My opinion is that we need to start again, revisit the whole question of the viaducts and their viability, ignore the nagging from the Aquilini’s and others who are impatient to build more towers there, and use a working group of interested residents from each of the neighbourhoods affected, assisted (but only assisted) by professional planners, to create an overall plan with or without the viaducts as they so determine.

COPEing With Housing Policy

April 9, 2018

Making policy democratically can be a messy business; it is always cleaner and more efficient to dictate policy from the top and simply have the underlings sign off on it. But that is not democratic, and COPE is nothing if not democratic. And so it was that I spent a couple of hours watching membership rather messily go through Housing Policy proposals on Saturday morning at the WISE Hall.  Policy development, though arguably the most important part of politics, is not a “sexy” enterprise to many and there were fewer than three dozen members in attendance.

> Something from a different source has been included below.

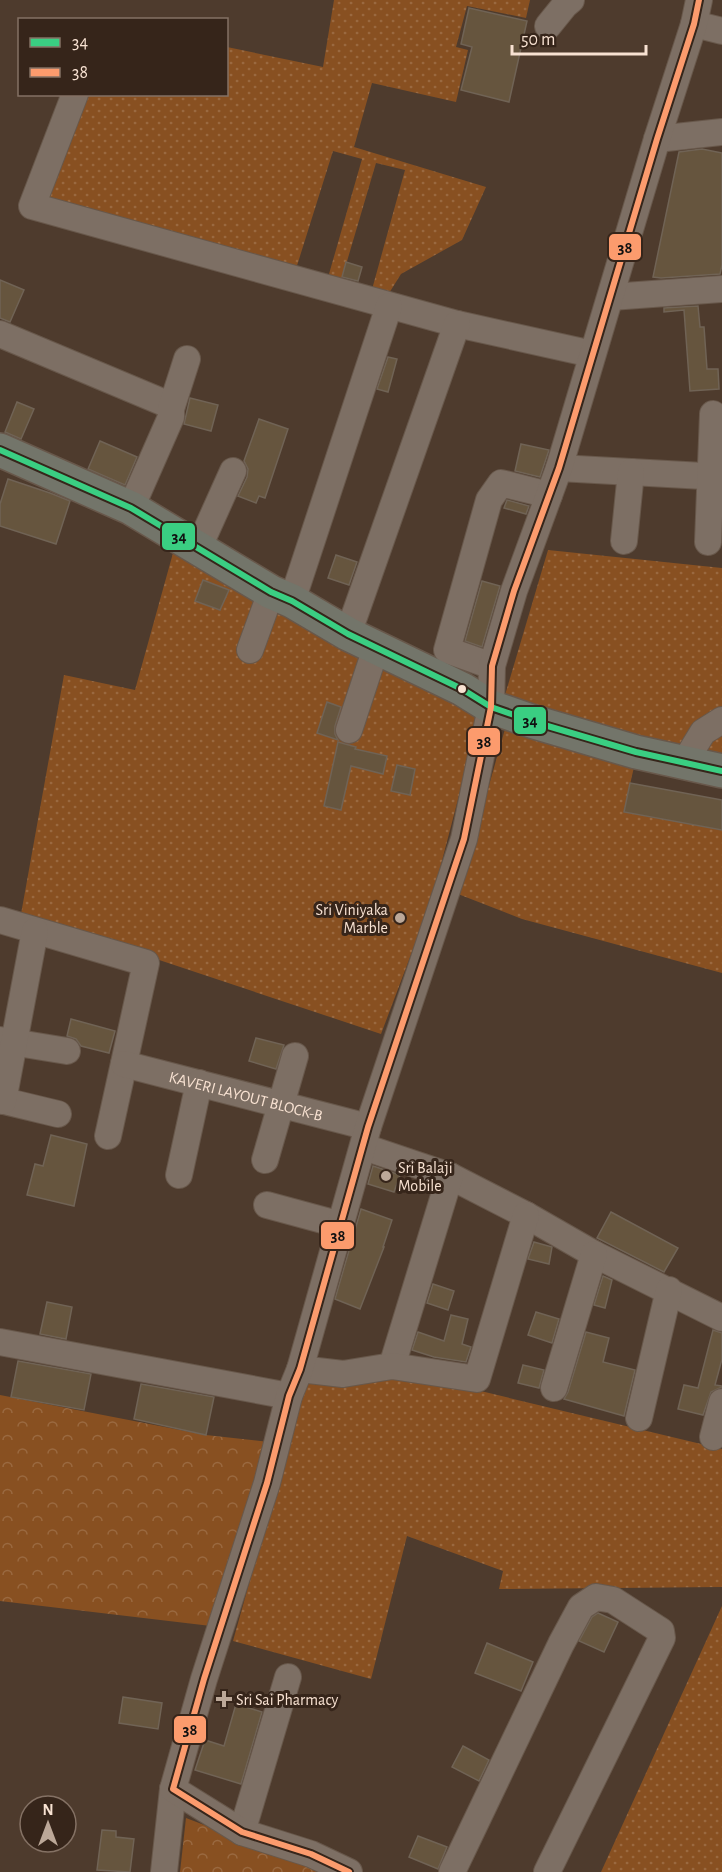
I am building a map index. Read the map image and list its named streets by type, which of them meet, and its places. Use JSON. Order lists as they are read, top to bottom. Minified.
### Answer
{"streets":{"street":["KAVERI LAYOUT BLOCK-B"]},"places":{"other":["Sri Viniyaka Marble","Sri Balaji Mobile"],"health":["Sri Sai Pharmacy"]},"lines":["transit line 38","transit line 34"],"legend":["34","38"],"scale_bar":"50 m","north":"top"}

However, they more than made up for the small numbers by their enthusiasm and passion for the topics discussed.

Co-chair Connie Hubbs began by noting a number of dates that are of interest. The Vancouver District Labour Council is holding a “mediated” meeting on May 6th in their continuing attempt to create an alliance between COPE, the Greens, One City and Team Jean. I’m guessing Vision may also be invited even though their mayoral candidate — laughingly called an “independent” — has made it clear she doesn’t want to meet with COPE.

In the meanwhile COPE and Team Jean are continuing to meet with Patrick Condon who, in my opinion, would make a very good mayor; I suspect he would be attractive to the Greens too.

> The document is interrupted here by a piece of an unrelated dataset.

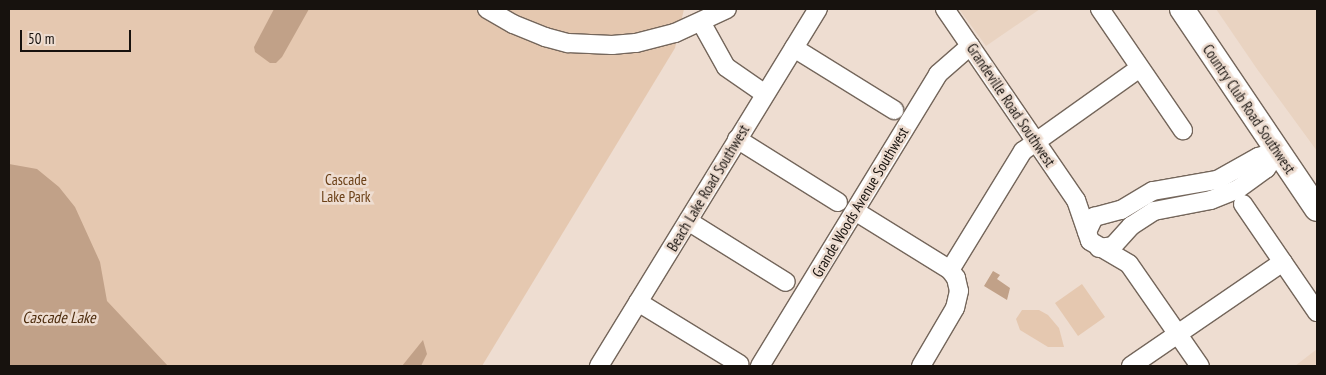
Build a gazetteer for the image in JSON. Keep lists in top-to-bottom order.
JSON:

The COPE nomination meeting is set for June 10th, with more details to follow. If you are interested in participating, you need to be a COPE member thirty days prior.

Then, onto policy. A long document was circulated with a number of different proposals.  It was revealed later in the meeting that some of the proposals had already made their way to the Policy Committee and had already been incorporated into their document which will be brought before the membership. This meeting was dealing with a very wide range of topics from Housing through Economy, Transit to Indigenous Relations. I was only able to stay for the Housing segment.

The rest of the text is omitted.